Respect the game, etc. etc. The film does several things stunningly well--not least among them, the gorgeous, golden quality of the visuals. Max's sailing escapades practically have a Kennedy-esque meets Robinson Crusoe quality (chipped cream-colored paint, dark blue seas, golden skies) that, combined with the exquisite camera work, make you want to be sailing. These elements--the visuals, the camera work--work beautifully throughout.The choice of puppets and actors over digital animation make the monsters feel real, as does the accompanying voice work (highest honors to Chris Cooper's Douglas, who is the reassuring voice of reason).

Even the lack of plot stuns. Now, some may dislike the somewhat modernist approach to lifting a 380-word children's book set piece with a wafer-thin plot into a dark, atmospheric sojourn of a motion picture, but, again, respect the game. Spike Jonze and Dave Eggers move from the very fantastic opening set in a modern, wintry suburb where Catherine Keener wants to be a good mother, but also keep her job, and find a man, and Max's sister is too cool to hang out with him, and her friends destroy his snow fort because they think they're just playing along, and so on and so forth. The movie's not a story about being nine, it is about being nine.

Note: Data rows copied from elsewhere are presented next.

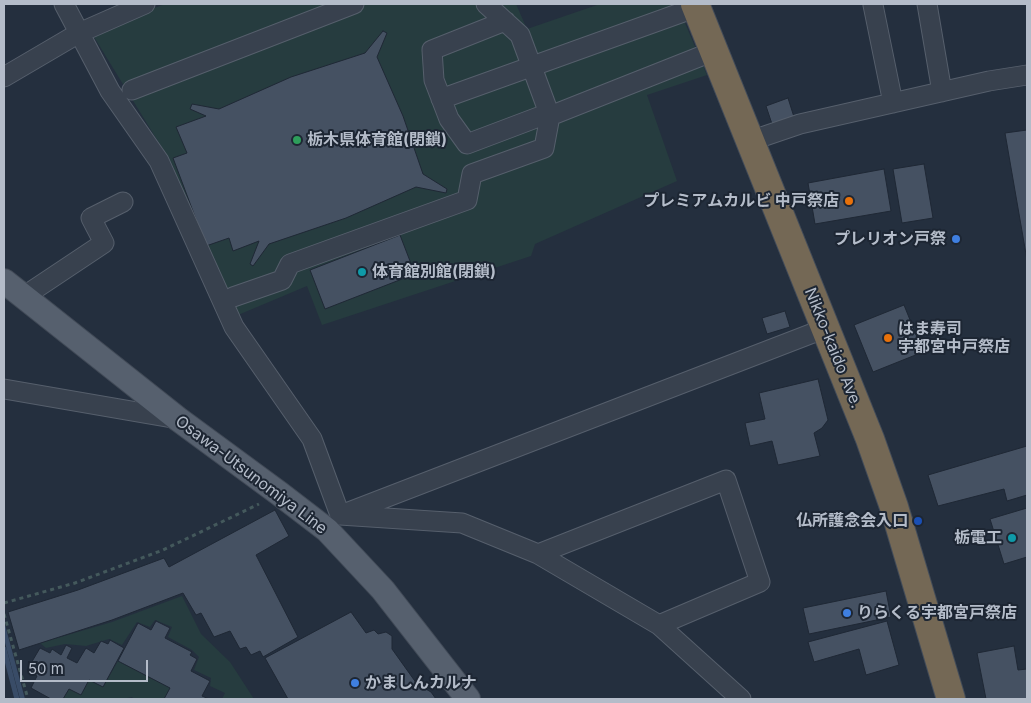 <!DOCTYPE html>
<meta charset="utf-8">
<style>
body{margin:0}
#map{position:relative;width:1031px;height:703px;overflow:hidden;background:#242f3e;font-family:Inter,sans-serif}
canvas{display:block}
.frame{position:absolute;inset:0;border:5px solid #b4bcc9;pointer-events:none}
.scale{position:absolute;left:20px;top:660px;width:128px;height:22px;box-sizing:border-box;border:2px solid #b4bcc9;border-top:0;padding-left:6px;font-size:15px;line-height:18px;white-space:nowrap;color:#b4bcc9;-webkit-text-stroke:4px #1d2633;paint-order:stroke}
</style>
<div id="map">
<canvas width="1031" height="703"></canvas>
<div class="frame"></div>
<div class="scale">50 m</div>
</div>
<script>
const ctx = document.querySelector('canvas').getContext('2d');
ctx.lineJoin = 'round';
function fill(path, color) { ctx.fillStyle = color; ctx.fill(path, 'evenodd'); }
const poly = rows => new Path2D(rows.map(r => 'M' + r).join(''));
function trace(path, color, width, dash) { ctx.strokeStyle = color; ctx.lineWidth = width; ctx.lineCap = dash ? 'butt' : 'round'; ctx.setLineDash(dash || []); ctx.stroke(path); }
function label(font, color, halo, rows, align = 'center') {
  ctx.font = font + ' Inter,"Noto Sans JP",sans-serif'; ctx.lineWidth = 4; ctx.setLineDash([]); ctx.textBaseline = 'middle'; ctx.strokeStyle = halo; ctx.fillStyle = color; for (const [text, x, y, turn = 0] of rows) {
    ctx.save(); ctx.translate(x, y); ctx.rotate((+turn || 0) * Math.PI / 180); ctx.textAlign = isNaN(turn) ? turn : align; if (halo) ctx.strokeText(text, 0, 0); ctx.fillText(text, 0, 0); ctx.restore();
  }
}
const green = poly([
 [165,4,516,4,527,29,600,4,677,4,707,75,647,95,677,181,535,244,531,256,322,325,307,286,238,315,162,148,91,32],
 [182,596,201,634,230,662,254,699,222,699,225,693,210,686,211,678,194,670,199,657,192,650,168,637,172,627,155,620,150,627,137,622,122,645,109,639,86,646,65,644,46,648,40,643,112,622],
 [118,661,170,688,164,699,134,699,132,697,123,699,63,699,69,689,89,680,103,687]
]);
const water = poly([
 [4,621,25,699,20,699,4,639]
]);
const stream = poly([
 [4,649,17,699]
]);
const building = poly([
 [383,31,387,33,377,57,403,116,423,174,447,189,446,193,416,187,346,218,269,244,253,266,250,264,259,241,233,251,229,238,206,246,173,158,187,153,176,127,206,116,190,109,192,104,219,109,291,77,365,53,383,31],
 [788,98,794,117,772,124,766,106,788,98],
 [1027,130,1027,260,1005,133,1027,130],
 [924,164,933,218,902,223,893,169,924,164],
 [884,169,891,211,815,224,808,183,884,169],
 [400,235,415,274,325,309,310,270,400,235],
 [904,305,923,352,873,372,854,325,904,305],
 [785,311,790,327,767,334,762,318,785,311],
 [818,379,828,420,822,428,814,433,820,456,778,465,772,441,750,446,745,423,765,419,759,393,818,379],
 [1027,446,1027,495,1007,501,1004,489,938,506,928,475,1027,446],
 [1027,508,1027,557,1004,564,990,519,1027,508],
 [275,510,289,536,256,555,298,637,263,657,260,651,251,655,246,647,240,649,230,631,214,637,201,613,196,615,183,593,112,620,19,650,8,612,78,590,164,558,169,567,275,510],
 [886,591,891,617,809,634,803,608,886,591],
 [351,612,366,633,374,630,378,634,386,632,392,636,392,649,417,684,431,692,436,699,288,699,265,658,351,612],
 [156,621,170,628,165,638,192,652,190,655,197,659,191,671,210,681,202,696,209,699,164,699,170,688,118,661,138,623,151,630,156,621],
 [887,621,899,665,866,675,859,649,814,662,808,642,887,621],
 [110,640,124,648,103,687,89,680,81,695,69,689,63,699,51,699,31,688,37,676,27,670,40,648,50,653,52,649,61,655,66,645,72,648,67,658,77,663,86,648,94,653,101,641,108,644,110,640],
 [1014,646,1018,670,1027,669,1027,699,986,699,977,653,1014,646]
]);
const path = poly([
 [4,603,75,583,163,550,259,504],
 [4,614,28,699]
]);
const minor = poly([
 [64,4,110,91,159,161,234,327,312,439,340,515,462,523,538,554,659,625,741,699],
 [927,4,942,92],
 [873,5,893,103],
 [505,21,432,50,434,80,449,119,467,144,549,113],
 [4,77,79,33,145,4],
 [132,90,354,4],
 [441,99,697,7],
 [550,116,714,51],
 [750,141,800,124,989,81,1027,75],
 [23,297,104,243,91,218,123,202],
 [233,297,282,280,290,264,467,200,472,174,544,148,550,116,520,35,486,4],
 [4,389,178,419],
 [346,513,826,328],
 [538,554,726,480,760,582,659,625]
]);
const major = poly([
 [4,281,178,419,280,494,327,530,383,590,468,699]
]);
const highway = poly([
 [695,4,870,439,894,507,951,699]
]);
const markers = [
 [297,140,5,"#2e9e5b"],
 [849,201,5,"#e8710a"],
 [956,239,5,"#3f7fe0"],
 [362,272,5,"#0f9aa8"],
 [888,338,5,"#e8710a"],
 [918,521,5,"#1a4fb4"],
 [1012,538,5,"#0f9aa8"],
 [847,613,5,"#3f7fe0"],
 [355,683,5,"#3f7fe0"]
];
const poiNames = [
 ["栃木県体育館(閉鎖)",307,140],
 ["プレミアムカルビ 中戸祭店",839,201,"right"],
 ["プレリオン戸祭",946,239,"right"],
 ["体育館別館(閉鎖)",372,272],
 ["はま寿司",898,329],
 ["宇都宮中戸祭店",898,347],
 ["仏所護念会入口",908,521,"right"],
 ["栃電工",1002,538,"right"],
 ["りらくる宇都宮戸祭店",857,613],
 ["かましんカルナ",365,683]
];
const streetNames = [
 ["Nikko-kaido Ave.",833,348,68],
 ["Osawa-Utsunomiya Line",251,475,37]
];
fill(green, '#263c3f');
fill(water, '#394c67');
trace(stream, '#394c67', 5);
fill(building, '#455162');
trace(building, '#1f2835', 1);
trace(minor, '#565f6c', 21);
trace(major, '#414a57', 26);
trace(highway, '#434c59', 30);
trace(path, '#44595c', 3, [4, 4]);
trace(minor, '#38414e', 19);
trace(major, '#56606e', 24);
trace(highway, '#746855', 28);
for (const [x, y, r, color] of markers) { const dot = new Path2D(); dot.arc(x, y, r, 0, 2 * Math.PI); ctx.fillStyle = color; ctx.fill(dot); trace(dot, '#1d2633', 2); }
label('bold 16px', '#b4bcc9', '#1d2633', poiNames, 'left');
label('16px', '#b4bcc9', '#1d2633', streetNames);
</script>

But why can't they have any goddamn fun?

Carol, KW, Judith, Alexander, Ira--all are sad, lonely creatures with complex and complicated pasts and feelings. The film takes these complexities and pasts and feelings so seriously, that the latter half of the film becomes this game of sussing out how exactly the beginning of the film projects and parallels the monsters. For every awesome unceremonious, realistic element, like Max avoiding the bull-looking monster in fear, but without comment, there's a broken relationship or new anxiety to confront. It gets exhausting. "Will you make the sadness go away," Alexander asks Max, and Jesus, you sure hope he will.

No one ever has any fun without it all getting ruined (whether that's building a fort or having a dirt fight) or the oppressive weight of impending ruination, immediately thereafter. It's seriously at this point (...and, yes, I took 20 minutes out of my Friday night to cut a fake ad for WTWTA):

Yes, as Jonze has said, it's important to treat children as adults--the best movies do--but they are still children. In the canon here, Max projects his dilemmas onto this imaginary world and then the world, like a Golem, expands beyond his creative control in a way, but why would Max imagine creatures immersed in such futile, sad, difficult lives as an escape?

Perhaps if that open-aired sailing, or the dirt war, or the fort building were allowed some sort of continuity, some kind of true weightless fun, an escape from the sadness, the film would deserve the crux of its plot being: Will you keep us all together? Will you make the sadness go away?

All I ask for is dark and light together, Spike.